9.4            This Agreement is the complete and exclusive statement of the mutual understanding of the parties and supersedes and cancels all previous written and oral agreements, communications and other understandings relating to the subject matter of this Agreement, and that all waivers and modifications must be in a writing signed by both parties, except as otherwise provided herein.

9.5            All notices under this Agreement will be in writing and will be deemed to have been duly given when received, if personally delivered; when receipt is electronically confirmed, if transmitted by e-mail; the day after it is sent, if sent for next day delivery by recognized overnight delivery service; and upon receipt, if sent by certified or registered mail, return receipt requested.

9.6            This Agreement shall be governed by the laws of the State of Texas without regard to its conflict of law’s provisions.
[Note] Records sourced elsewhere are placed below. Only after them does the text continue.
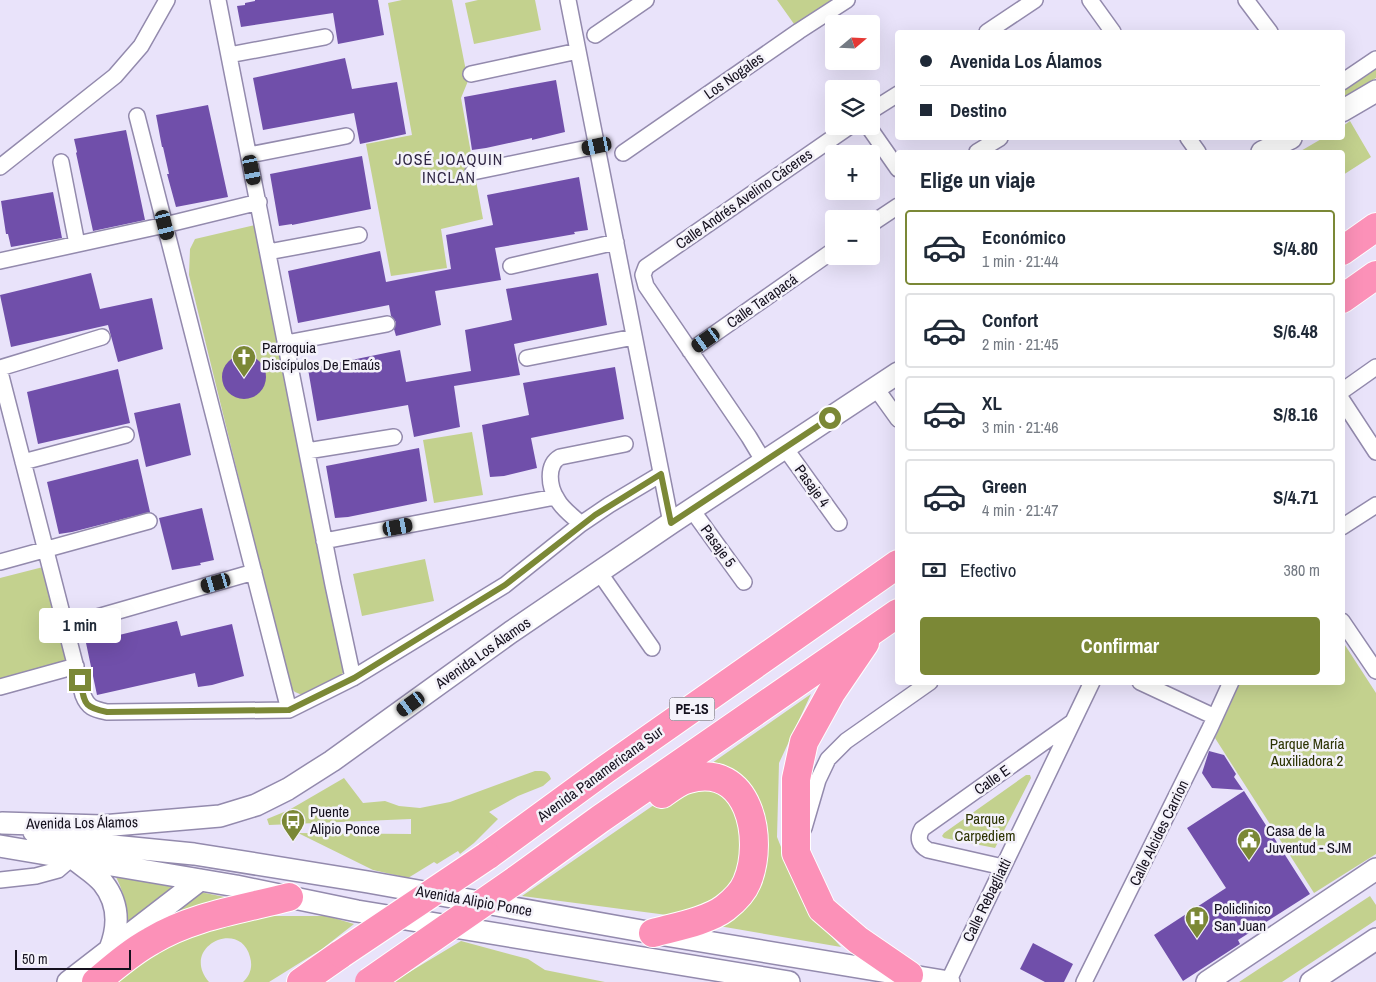 <!DOCTYPE html>
<html lang="es">
<head>
<meta charset="utf-8">
<style>
  :root { --surface:#fff; --page:#f2f2f3; --text:#1f2937; --muted:#747a83; --line:#e0e1e3; --accent:#7b8836 }
  body { margin:0; font-family:"Archivo Narrow",sans-serif; background:var(--page); color:var(--text); height:100vh; display:flex; flex-direction:column; font-size:19px; white-space:nowrap }
  * { box-sizing:border-box; margin:0 }
  p { font-size:16px; color:var(--muted) }
  .icon { flex:none; width:28px; height:28px; fill:none; stroke:currentColor; stroke-width:2; stroke-linecap:round; stroke-linejoin:round }
  .map { position:relative; flex:1; overflow:hidden }
  .panel { position:absolute; left:895px; top:150px; width:450px; height:535px; display:flex; flex-direction:column; background:var(--surface); border-radius:5px; box-shadow:0 5px 20px #0002 }
  .panel>* { flex:none }
  .hud { position:absolute; left:895px; top:30px; width:450px; height:110px; border-radius:5px; box-shadow:0 5px 20px #0002; display:grid; align-content:center; height:110px; padding:0 25px; background:var(--surface) }
  .needle { width:32px; rotate:71deg }
  .buttons { position:absolute; left:825px; top:15px; display:grid; gap:10px }
  .buttons a { display:grid; place-items:center; width:55px; height:55px; border-radius:5px; background:var(--surface); box-shadow:0 5px 20px #0002; font-size:25px }
  .scale { position:absolute; left:15px; bottom:12px; width:116px; box-sizing:border-box; padding-left:5px; border:2px solid #15111e; border-top:0; font-size:14px; line-height:18px; white-space:nowrap; color:#15111e; -webkit-text-stroke:4px #f4f2fa; paint-order:stroke }
  .end { position:absolute; width:22px; height:22px; margin:-11px; border:6px solid #7b8836; background:#fff; box-shadow:0 0 0 2px #fff }
  .from { border-radius:50% }
  .bubble { position:absolute; height:35px; border-radius:5px; background:var(--surface); box-shadow:0 5px 20px #0002; font-size:16px; font-weight:800; line-height:35px; text-align:center }
  .car { position:absolute; width:15px; height:30px; margin:-15px -8px; border-radius:6px; box-shadow:0 0 4px 1px #0007; background:linear-gradient(#222 24%,#8ab4d8 0 40%,#222 0 76%,#8ab4d8 0 86%,#222 0) }
  .hud b { display:flex; align-items:center; gap:18px; height:48px; font-size:19px }
  .hud b+b { border-top:1px solid var(--line) }
  .hud i { width:12px; height:12px; background:var(--text) }
  ul { padding:0; list-style:none }
  li { display:flex; align-items:center; gap:15px; height:75px; margin:0 10px 8px; padding:0 15px; border:2px solid var(--line); border-radius:5px }
  li div { flex:1 }
  li b { display:block; font-size:19px }
  li em { font-style:normal; font-weight:800 }
  li.selected { border-color:var(--accent) }
  li>.icon { width:45px; height:45px; stroke-width:1.5 }
  h2 { padding:0 25px; font-size:22px; line-height:60px }
  .pay { display:flex; align-items:center; gap:12px; height:55px; padding:0 25px; font-size:19px }
  .pay p { margin-inline-start:auto }
  .primary-button { display:flex; gap:10px; margin-top:auto; padding:10px 25px }
  .primary-button a { flex:1; height:58px; border-radius:5px; background:var(--accent); color:#fff; font-size:20px; font-weight:800; line-height:58px; text-align:center }
  .map>svg:first-child { display:block }
</style>
</head>
<body>
<div class="map">
<svg width="1376" height="982" viewBox="0 0 1376 982">
  <rect width="100%" height="100%" fill="#e9e3fa"/>
  <path fill="#c3d18e" d="M402 0H452L468 81 461 98 483 219 441 229 447 268 391 276 366 144 412 135 388 3Z
    M478 0H535L541 30 474 44 465 3Z
    M777 0H847L799 31Z
    M1376 68V78L1343 98 1342 91Z
    M1350 121 1371 157 1343 175 1342 152H1299L1323 138H1342L1343 126Z
    M255 225 344 670 341 677 302 695 295 692 290 687 189 275 190 249 195 239Z
    M472 432 483 495 434 503 423 440Z
    M425 559 434 601 362 616 353 574Z
    M47 566 71 661 0 679V578Z
    M1343 642 1376 693V854L1314 893 1215 738 1240 683 1342 682Z
    M811 694 779 763 777 837 805 907 841 947 719 926 746 900 739 780 712 763Z
    M535 771C543 771 548 770 551 779L543 786 518 796 489 812 498 819 474 843 460 854 458 851 437 864 434 862 408 878 373 870 298 833 411 834V819L269 825 267 819 289 810 344 778 363 803 385 801 399 806 420 808 450 802Z
    M1026 775H1030L1031 778 995 848 944 838 942 836 944 833Z
    M719 788 741 822 739 868 729 889 690 918 522 896 677 789Z
    M115 875 235 899 202 905 176 913 149 927 126 931C128 910 125 894 115 875Z
    M1370 896 1376 905V920L1282 982H1239Z
    M283 916H327L354 924 322 949 269 982H243C250 976 253 967 250 957 240 918 179 947 209 982H114C148 955 206 923 248 917 259 916 271 916 283 916Z
    M461 941 528 959 545 970 605 982H393Z"/>
  <path fill="#704faa" d="M255 0H378L384 35 338 44 333 13 241 27 237 6 245 5V3L255 1Z
    M345 58 352 89 397 82 406 134 360 144 354 113 263 130 253 78Z
    M556 80 565 132 532 140V138L486 148 472 150 464 97Z
    M208 105 228 197 176 207 167 174H169L163 147H162L156 115Z
    M126 130 145 220 93 231 76 153 77 152 74 139Z
    M362 156 371 209 292 225V224L279 226 270 174Z
    M579 177 588 230 574 232 575 234 495 248 501 280 435 291 441 325 396 336 394 329 396 322 391 316 389 305 298 323 288 271 380 251 386 282 451 269 446 235 493 225 487 195Z
    M53 192 62 238 11 247 8 234H6L1 201Z
    M91 273 100 309 152 298 163 349 118 362 108 325 11 347 0 295Z
    M598 273 607 325 514 344 520 375 454 386 460 427 414 437 408 405 317 421 308 369 400 350 406 382 471 371 465 330 512 320 506 289Z
    M222 377a22 22 0 1 1 44 0a22 22 0 1 1-44 0Z
    M615 367 624 419 531 438 537 468 504 476 490 477 482 425 529 415 523 383Z
    M118 369 130 423 38 444 27 392Z
    M180 403 191 455 146 467 134 413Z
    M419 448 427 501 348 517 335 518 326 466Z
    M138 459 150 512 72 532 59 534 47 482Z
    M202 508 214 560 200 563 201 565 172 570 159 518Z
    M177 621 181 636 232 624 244 676 212 685 198 687 195 673 97 695 86 643Z
    M1209 751 1224 755 1236 774 1234 777 1243 790 1212 788 1202 773Z
    M1244 791 1310 894 1238 940 1240 944 1183 981 1154 935 1226 888 1187 828Z
    M1033 943 1073 964 1064 982H1045L1020 969Z"/>
  <g fill="none" stroke-linecap="round" stroke-linejoin="round">
    <g stroke="#938aad" stroke-width="18">
      <path id="street" d="M218 0 333 585 353 678
        M568 0 671 523
        M1090 0 1113 32
        M1246 0 1270 32
        M987 32 1035 0
        M595 35 646 0
        M229 55 325 37
        M471 74 578 51
        M1342 82 1376 59
        M871 111 898 94
        M137 116 289 710
        M868 126 898 169
        M1188 138 1198 152
        M977 152 1000 138
        M623 153 799 31 847 0
        M249 155 346 136
        M61 162 77 244
        M0 167 115 76 141 46 167 0
        M473 172 597 146
        M871 224 898 206
        M268 252 359 235
        M0 261 165 225 259 202
        M511 266 616 242
        M286 343 387 324
        M690 351 834 250
        M527 358 634 337
        M0 368 102 337
        M0 372 83 695C88 708 94 709 107 712L289 710 353 678 505 585 581 524 609 505 661 474
        M875 387 898 419
        M1342 391 1376 367
        M1342 400 1376 452
        M785 448 839 523
        M307 451 394 437
        M23 462 126 435
        M764 462 749 437 646 286 643 275 646 267 850 126
        M692 510 744 582
        M581 524C574 517 562 509 557 499 549 487 546 465 560 457L625 444
        M1342 527 1376 505
        M324 541 555 497
        M0 562 149 521
        M599 572 652 648
        M1342 621 1376 671
        M66 626 254 572
        M1140 682 1215 717
        M0 687 76 666
        M804 828 818 780 828 759 846 741 930 682
        M1003 867 928 850C919 845 917 838 922 829L1071 723
        M0 880 36 876 58 870 73 857
        M948 982 1092 682
        M1084 982 1210 728 1231 682"/>
    </g>
    <g stroke="#938aad" stroke-width="24">
      <path id="secondary" d="M1342 111 1376 91
        M1262 152 1291 138
        M2 823 102 826 220 816 256 805 288 789 332 761 511 632 671 523 898 373
        M34 832 72 842 194 854 368 882 653 933 949 982
        M0 846 236 886 357 911 789 982
        M73 858C82 866 95 873 103 883 119 903 119 926 110 949
        M68 982 200 880
        M1207 982 1376 869
        M1311 982 1376 939"/>
    </g>
    <g stroke="#fff" stroke-width="30">
      <path id="highway" d="M1342 251 1376 227
        M1342 299 1376 275
        M865 643 831 693 804 742 796 779V853L822 909 858 940 909 975
        M487 856 606 769 898 564
        M516 880 600 819 898 613
        M653 933C675 927 708 921 725 908 734 901 743 892 747 882 765 839 749 761 688 779 679 781 669 789 662 794
        M96 982C114 967 131 952 151 941 192 916 243 909 289 897
        M301 982 341 954"/>
    </g>
    <use href="#street" stroke="#fff" stroke-width="15"/>
    <use href="#secondary" stroke="#fff" stroke-width="21"/>
    <use href="#highway" stroke="#fc91b8" stroke-width="28"/>
    <g stroke="#fff" stroke-width="30" stroke-linecap="butt">
      <path id="highway-bridge" d="M341 954 487 856
        M369 982 516 880"/>
    </g>
    <use href="#highway-bridge" stroke="#fc91b8" stroke-width="28"/>
  </g>
  <g fill="none" stroke-linecap="round" stroke-linejoin="round">
    <path stroke="#7b8836" stroke-width="6" d="M80 680C85 704 83 707 107 712L289 710 354 678 505 585 595 515 661 474 671 523 830 418"/>
  </g>
  <defs>
    <g id="church-pin" transform="scale(1.25)"><path d="M0 17L-7.5 6A9.5 9.5 0 1 1 7.5 6Z" fill="#7b8836" stroke="#f4f2fa"/><path d="M-1.2-6h2.4v3.5h3.3v2.4h-3.3V6h-2.4V-.1h-3.3v-2.4h3.3Z" fill="#fff"/></g>
    <g id="bus-pin" transform="scale(1.25)"><path d="M0 17L-7.5 6A9.5 9.5 0 1 1 7.5 6Z" fill="#7b8836" stroke="#f4f2fa"/><path d="M-5-6H5V4H4V6H2V4H-2V6H-4V4H-5ZM-3.5-4V0h7V-4ZM-3.5 1.2v1.5H-2V1.2ZM2 1.2v1.5H3.5V1.2Z" fill="#fff"/></g>
    <g id="civic-pin" transform="scale(1.25)"><path d="M0 17L-7.5 6A9.5 9.5 0 1 1 7.5 6Z" fill="#7b8836" stroke="#f4f2fa"/><path d="M-.6-6.5H3V-4.5H.6V-3L4-1V1h2V6H-6V1h2V-1L-.6-3ZM-1.2 2.5V6h2.4V2.5Z" fill="#fff"/></g>
    <g id="hospital-pin" transform="scale(1.25)"><path d="M0 17L-7.5 6A9.5 9.5 0 1 1 7.5 6Z" fill="#7b8836" stroke="#f4f2fa"/><path d="M-5-5h3v3.5h4V-5h3V5h-3V1.5h-4V5h-3Z" fill="#fff"/></g>
  </defs>
  <g fill-rule="evenodd">
    <use href="#church-pin" x="244" y="357"/>
    <use href="#bus-pin" x="293" y="821"/>
    <use href="#civic-pin" x="1249" y="840"/>
    <use href="#hospital-pin" x="1197" y="918"/>
  </g>
  <g text-anchor="middle" stroke-width="5" stroke-linejoin="round" paint-order="stroke">
    <rect fill="#f4f2fa" stroke="#585460" stroke-width="1" x="669.5" y="697.5" width="45" height="23" rx="4"/>
    <g font-size="14" font-weight="bold" fill="#15111e">
      <text x="692" y="714">PE-1S</text>
    </g>
    <g font-size="15" fill="#15111e" stroke="#f4f2fa">
      <text transform="translate(734 76) rotate(-35)" y="5">Los Nogales</text>
      <text transform="translate(744 199) rotate(-35)" y="5">Calle Andrés Avelino Cáceres</text>
      <text transform="translate(762 301) rotate(-35)" y="5">Calle Tarapacá</text>
      <text transform="translate(812 486) rotate(54)" y="5">Pasaje 4</text>
      <text transform="translate(718 546) rotate(54)" y="5">Pasaje 5</text>
      <text transform="translate(483 653) rotate(-35)" y="5">Avenida Los Álamos</text>
      <text transform="translate(600 774) rotate(-36)" y="5">Avenida Panamericana Sur</text>
      <text transform="translate(992 780) rotate(-35)" y="5">Calle E</text>
      <text transform="translate(82 823) rotate(-1)" y="5">Avenida Los Álamos</text>
      <text transform="translate(1159 833) rotate(-64)" y="5">Calle Alcides Carrion</text>
      <text transform="translate(987 900) rotate(-64)" y="5">Calle Rebagliatti</text>
      <text transform="translate(474 901) rotate(10)" y="5">Avenida Alipio Ponce</text>
    </g>
    <g font-size="15" fill="#15111e" stroke="#f4f2fa" text-anchor="start">
      <text x="262" y="353">Parroquia<tspan x="262" dy="17">Discípulos De Emaús</tspan></text>
      <text x="310" y="817">Puente<tspan x="310" dy="17">Alipio Ponce</tspan></text>
      <text x="1266" y="836">Casa de la<tspan x="1266" dy="17">Juventud - SJM</tspan></text>
      <text x="1214" y="914">Policlinico<tspan x="1214" dy="17">San Juan</tspan></text>
    </g>
    <g font-size="15" fill="#2c3302" stroke="#f4f2fa">
      <text x="1307" y="749">Parque María<tspan x="1307" dy="17">Auxiliadora 2</tspan></text>
      <text x="985" y="824">Parque<tspan x="985" dy="17">Carpediem</tspan></text>
    </g>
    <g font-size="16" letter-spacing="1" fill="#302744" stroke="#f4f2fa">
      <text x="449" y="165">JOSÉ JOAQUIN<tspan x="449" dy="18">INCLAN</tspan></text>
    </g>
  </g>
</svg>
<div class="buttons">
<a><svg class="needle" viewBox="-14 -14 28 28"><path d="M0-13l5 13h-10z" fill="#e53935"/><path d="M0 13l5-13h-10z" fill="#747a83"/></svg></a>
<a><svg class="icon" aria-label="layers" viewBox="0 0 24 24"><path d="M12 4l9 5-9 5-9-5zM3 14l9 5 9-5"/></svg></a>
<a>+</a>
<a>−</a>
</div>
<div class="scale">50 m</div>
<i class="end from" style="left:830px;top:418px"></i>
<i class="end" style="left:80px;top:680px"></i>
<div class="bubble" style="left:39px;top:608px;width:82px">1 min</div>
<i class="car" style="left:597px;top:146px;rotate:258deg"></i>
<i class="car" style="left:252px;top:170px;rotate:169deg"></i>
<i class="car" style="left:165px;top:225px;rotate:166deg"></i>
<i class="car" style="left:706px;top:340px;rotate:235deg"></i>
<i class="car" style="left:398px;top:527px;rotate:80deg"></i>
<i class="car" style="left:216px;top:583px;rotate:254deg"></i>
<i class="car" style="left:411px;top:704px;rotate:234deg"></i>
<div class="hud">
<b><i class="from"></i>Avenida Los Álamos</b>
<b><i></i>Destino</b>
</div>
<section class="panel">
<h2>Elige un viaje</h2>
<ul>
<li class="selected"><svg class="icon" aria-label="car" viewBox="0 0 24 24"><path d="M5 17H2v-5l4-1 3-4h7l3 4 3 1v5h-3M9 17h6M6 11h13"/><circle cx="7" cy="17" r="2"/><circle cx="17" cy="17" r="2"/></svg><div><b>Económico</b><p>1 min · 21:44</p></div><em>S/4.80</em></li>
<li><svg class="icon" aria-label="car" viewBox="0 0 24 24"><path d="M5 17H2v-5l4-1 3-4h7l3 4 3 1v5h-3M9 17h6M6 11h13"/><circle cx="7" cy="17" r="2"/><circle cx="17" cy="17" r="2"/></svg><div><b>Confort</b><p>2 min · 21:45</p></div><em>S/6.48</em></li>
<li><svg class="icon" aria-label="car" viewBox="0 0 24 24"><path d="M5 17H2v-5l4-1 3-4h7l3 4 3 1v5h-3M9 17h6M6 11h13"/><circle cx="7" cy="17" r="2"/><circle cx="17" cy="17" r="2"/></svg><div><b>XL</b><p>3 min · 21:46</p></div><em>S/8.16</em></li>
<li><svg class="icon" aria-label="car" viewBox="0 0 24 24"><path d="M5 17H2v-5l4-1 3-4h7l3 4 3 1v5h-3M9 17h6M6 11h13"/><circle cx="7" cy="17" r="2"/><circle cx="17" cy="17" r="2"/></svg><div><b>Green</b><p>4 min · 21:47</p></div><em>S/4.71</em></li>
</ul>
<div class="pay"><svg class="icon" aria-label="cash" viewBox="0 0 24 24"><path d="M3 7h18v10H3z"/><circle cx="12" cy="12" r="2"/></svg>Efectivo<p>380 m</p></div>
<div class="primary-button"><a>Confirmar</a></div>
</section>
</div>
</body>
</html>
The United Nations Conventions on Contracts for the International Sale of Goods shall not apply to this Agreement.

9.7            In any action or proceeding to enforce rights under this Agreement, the prevailing party will be entitled to recover costs and attorneys’ fees.

9.8            No agency, partnership, joint venture, or employment is created as a result of this Agreement and Customer does not have any authority of any kind to bind TAP in any respect whatsoever.